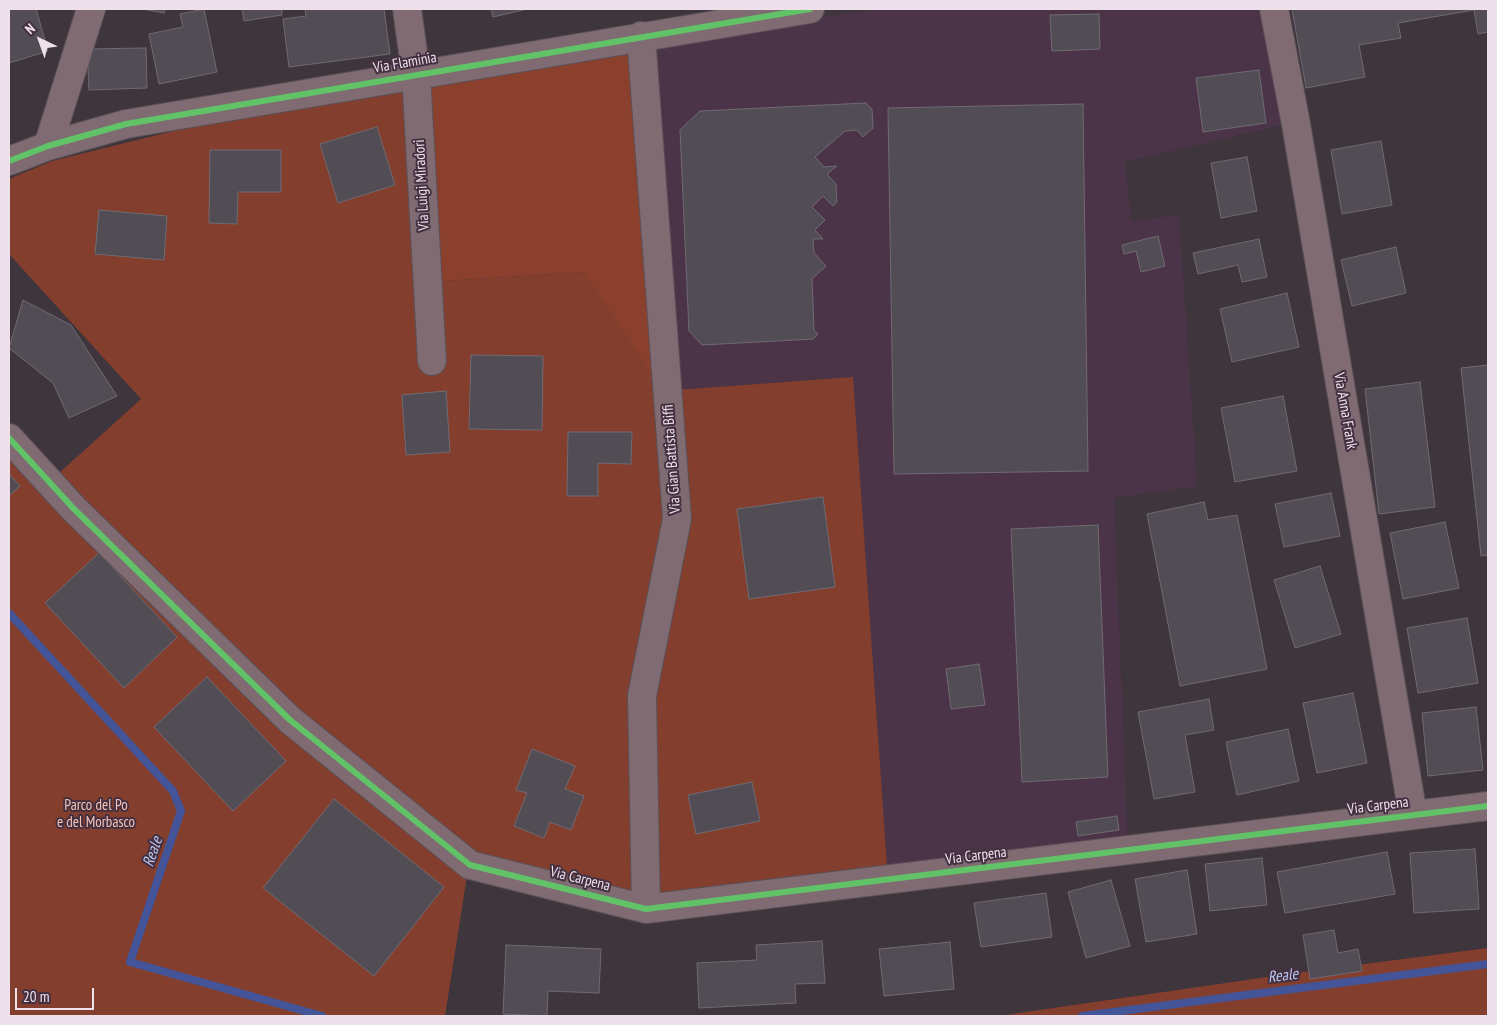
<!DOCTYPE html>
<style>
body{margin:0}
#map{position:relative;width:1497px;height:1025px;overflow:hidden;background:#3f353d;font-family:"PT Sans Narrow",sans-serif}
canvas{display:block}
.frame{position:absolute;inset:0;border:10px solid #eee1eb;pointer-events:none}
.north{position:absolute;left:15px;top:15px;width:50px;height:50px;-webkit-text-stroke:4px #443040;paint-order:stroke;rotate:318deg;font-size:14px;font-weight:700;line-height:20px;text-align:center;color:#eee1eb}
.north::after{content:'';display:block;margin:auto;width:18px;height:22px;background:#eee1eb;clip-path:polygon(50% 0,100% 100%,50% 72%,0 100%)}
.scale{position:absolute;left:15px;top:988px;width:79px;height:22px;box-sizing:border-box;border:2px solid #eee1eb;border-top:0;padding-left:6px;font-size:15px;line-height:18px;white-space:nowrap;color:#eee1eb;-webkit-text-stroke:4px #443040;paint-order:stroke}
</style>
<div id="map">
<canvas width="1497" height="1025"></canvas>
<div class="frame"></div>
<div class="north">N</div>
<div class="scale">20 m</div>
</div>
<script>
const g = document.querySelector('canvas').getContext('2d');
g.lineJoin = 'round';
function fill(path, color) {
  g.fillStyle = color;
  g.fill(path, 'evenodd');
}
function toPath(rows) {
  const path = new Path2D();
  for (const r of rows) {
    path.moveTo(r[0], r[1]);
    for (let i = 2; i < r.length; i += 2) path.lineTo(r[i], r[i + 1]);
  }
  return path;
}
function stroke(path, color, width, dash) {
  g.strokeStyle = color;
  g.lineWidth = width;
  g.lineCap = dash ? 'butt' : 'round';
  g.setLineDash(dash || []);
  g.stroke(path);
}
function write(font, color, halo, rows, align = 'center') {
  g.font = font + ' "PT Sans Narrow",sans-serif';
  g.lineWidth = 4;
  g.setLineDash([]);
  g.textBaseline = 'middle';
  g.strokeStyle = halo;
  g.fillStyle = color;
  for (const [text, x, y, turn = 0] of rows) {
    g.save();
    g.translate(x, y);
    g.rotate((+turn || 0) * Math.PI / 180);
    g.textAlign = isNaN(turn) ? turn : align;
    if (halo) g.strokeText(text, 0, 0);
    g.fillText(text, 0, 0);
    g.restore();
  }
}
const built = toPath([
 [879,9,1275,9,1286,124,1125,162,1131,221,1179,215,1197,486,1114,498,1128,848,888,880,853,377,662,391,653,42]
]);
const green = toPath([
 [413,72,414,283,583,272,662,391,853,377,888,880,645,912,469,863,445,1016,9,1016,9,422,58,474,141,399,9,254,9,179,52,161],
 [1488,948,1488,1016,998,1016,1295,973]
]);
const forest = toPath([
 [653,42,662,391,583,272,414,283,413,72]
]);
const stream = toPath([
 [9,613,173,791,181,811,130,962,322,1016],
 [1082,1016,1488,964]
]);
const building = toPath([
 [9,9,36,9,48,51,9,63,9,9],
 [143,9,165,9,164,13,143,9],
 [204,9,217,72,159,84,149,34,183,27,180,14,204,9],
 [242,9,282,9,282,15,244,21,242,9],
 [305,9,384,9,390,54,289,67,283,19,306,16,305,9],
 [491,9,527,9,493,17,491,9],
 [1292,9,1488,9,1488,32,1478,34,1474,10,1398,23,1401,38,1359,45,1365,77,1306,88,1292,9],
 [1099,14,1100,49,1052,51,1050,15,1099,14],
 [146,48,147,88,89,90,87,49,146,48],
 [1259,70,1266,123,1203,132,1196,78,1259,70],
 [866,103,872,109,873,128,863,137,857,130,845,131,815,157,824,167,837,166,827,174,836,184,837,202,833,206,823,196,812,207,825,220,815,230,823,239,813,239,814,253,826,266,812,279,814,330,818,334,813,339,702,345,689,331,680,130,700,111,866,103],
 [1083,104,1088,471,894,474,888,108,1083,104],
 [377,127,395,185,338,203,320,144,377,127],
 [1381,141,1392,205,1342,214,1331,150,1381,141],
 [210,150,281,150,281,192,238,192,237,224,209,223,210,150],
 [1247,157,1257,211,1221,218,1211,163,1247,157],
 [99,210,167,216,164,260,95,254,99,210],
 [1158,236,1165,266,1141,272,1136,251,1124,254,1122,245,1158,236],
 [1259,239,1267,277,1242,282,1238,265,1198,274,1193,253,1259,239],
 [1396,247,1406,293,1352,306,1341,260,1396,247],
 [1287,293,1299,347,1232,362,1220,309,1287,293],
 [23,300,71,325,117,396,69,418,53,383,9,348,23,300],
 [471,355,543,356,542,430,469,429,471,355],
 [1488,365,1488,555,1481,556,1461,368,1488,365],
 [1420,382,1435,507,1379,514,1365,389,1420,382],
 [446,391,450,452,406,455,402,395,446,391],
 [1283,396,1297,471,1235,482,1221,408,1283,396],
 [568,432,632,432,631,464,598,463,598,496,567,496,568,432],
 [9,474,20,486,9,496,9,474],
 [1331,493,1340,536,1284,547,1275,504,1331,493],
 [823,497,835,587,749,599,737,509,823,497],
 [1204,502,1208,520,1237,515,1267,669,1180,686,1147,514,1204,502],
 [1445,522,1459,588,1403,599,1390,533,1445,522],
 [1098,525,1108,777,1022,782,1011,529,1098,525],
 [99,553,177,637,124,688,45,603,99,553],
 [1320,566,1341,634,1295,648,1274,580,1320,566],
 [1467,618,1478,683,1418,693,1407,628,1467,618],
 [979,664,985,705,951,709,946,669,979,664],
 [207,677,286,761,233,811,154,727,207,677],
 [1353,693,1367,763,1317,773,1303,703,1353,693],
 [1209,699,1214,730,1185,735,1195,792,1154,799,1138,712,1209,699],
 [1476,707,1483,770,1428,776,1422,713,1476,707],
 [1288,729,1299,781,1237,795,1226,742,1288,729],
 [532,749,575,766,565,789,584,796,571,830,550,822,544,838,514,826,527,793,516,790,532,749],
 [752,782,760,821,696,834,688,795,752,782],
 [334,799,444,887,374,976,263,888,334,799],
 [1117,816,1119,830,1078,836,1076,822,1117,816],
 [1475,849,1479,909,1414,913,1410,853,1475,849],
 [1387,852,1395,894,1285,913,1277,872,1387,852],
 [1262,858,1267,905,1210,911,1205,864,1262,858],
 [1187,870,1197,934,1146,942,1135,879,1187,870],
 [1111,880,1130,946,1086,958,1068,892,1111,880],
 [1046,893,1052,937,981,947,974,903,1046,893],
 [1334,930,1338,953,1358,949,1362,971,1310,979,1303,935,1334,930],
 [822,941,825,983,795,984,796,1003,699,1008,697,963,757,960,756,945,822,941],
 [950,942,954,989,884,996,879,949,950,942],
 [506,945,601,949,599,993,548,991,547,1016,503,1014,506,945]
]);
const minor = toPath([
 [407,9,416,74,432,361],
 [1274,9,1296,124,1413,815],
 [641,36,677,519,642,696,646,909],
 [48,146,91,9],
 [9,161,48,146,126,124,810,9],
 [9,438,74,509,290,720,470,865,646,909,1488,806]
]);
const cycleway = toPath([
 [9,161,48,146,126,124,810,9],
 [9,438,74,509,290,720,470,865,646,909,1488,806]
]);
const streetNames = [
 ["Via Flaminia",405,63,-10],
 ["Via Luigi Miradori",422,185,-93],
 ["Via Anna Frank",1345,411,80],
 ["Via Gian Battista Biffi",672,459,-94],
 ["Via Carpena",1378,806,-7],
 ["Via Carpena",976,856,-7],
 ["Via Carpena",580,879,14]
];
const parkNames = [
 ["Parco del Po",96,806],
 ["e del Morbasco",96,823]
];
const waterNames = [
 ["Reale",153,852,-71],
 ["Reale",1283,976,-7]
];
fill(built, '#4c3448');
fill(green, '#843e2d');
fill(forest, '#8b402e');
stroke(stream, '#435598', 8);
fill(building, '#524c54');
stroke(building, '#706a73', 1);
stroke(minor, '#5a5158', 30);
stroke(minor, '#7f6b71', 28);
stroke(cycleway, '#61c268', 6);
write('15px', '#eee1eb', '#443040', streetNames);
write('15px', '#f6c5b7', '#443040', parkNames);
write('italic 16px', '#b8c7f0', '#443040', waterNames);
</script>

--------

▸ ACTION ITEM: Using the records above, report each line with the string "rows".

▸ RESPONSE AREA:
function toPath(rows) {
  for (const r of rows) {
function write(font, color, halo, rows, align = 'center') {
  for (const [text, x, y, turn = 0] of rows) {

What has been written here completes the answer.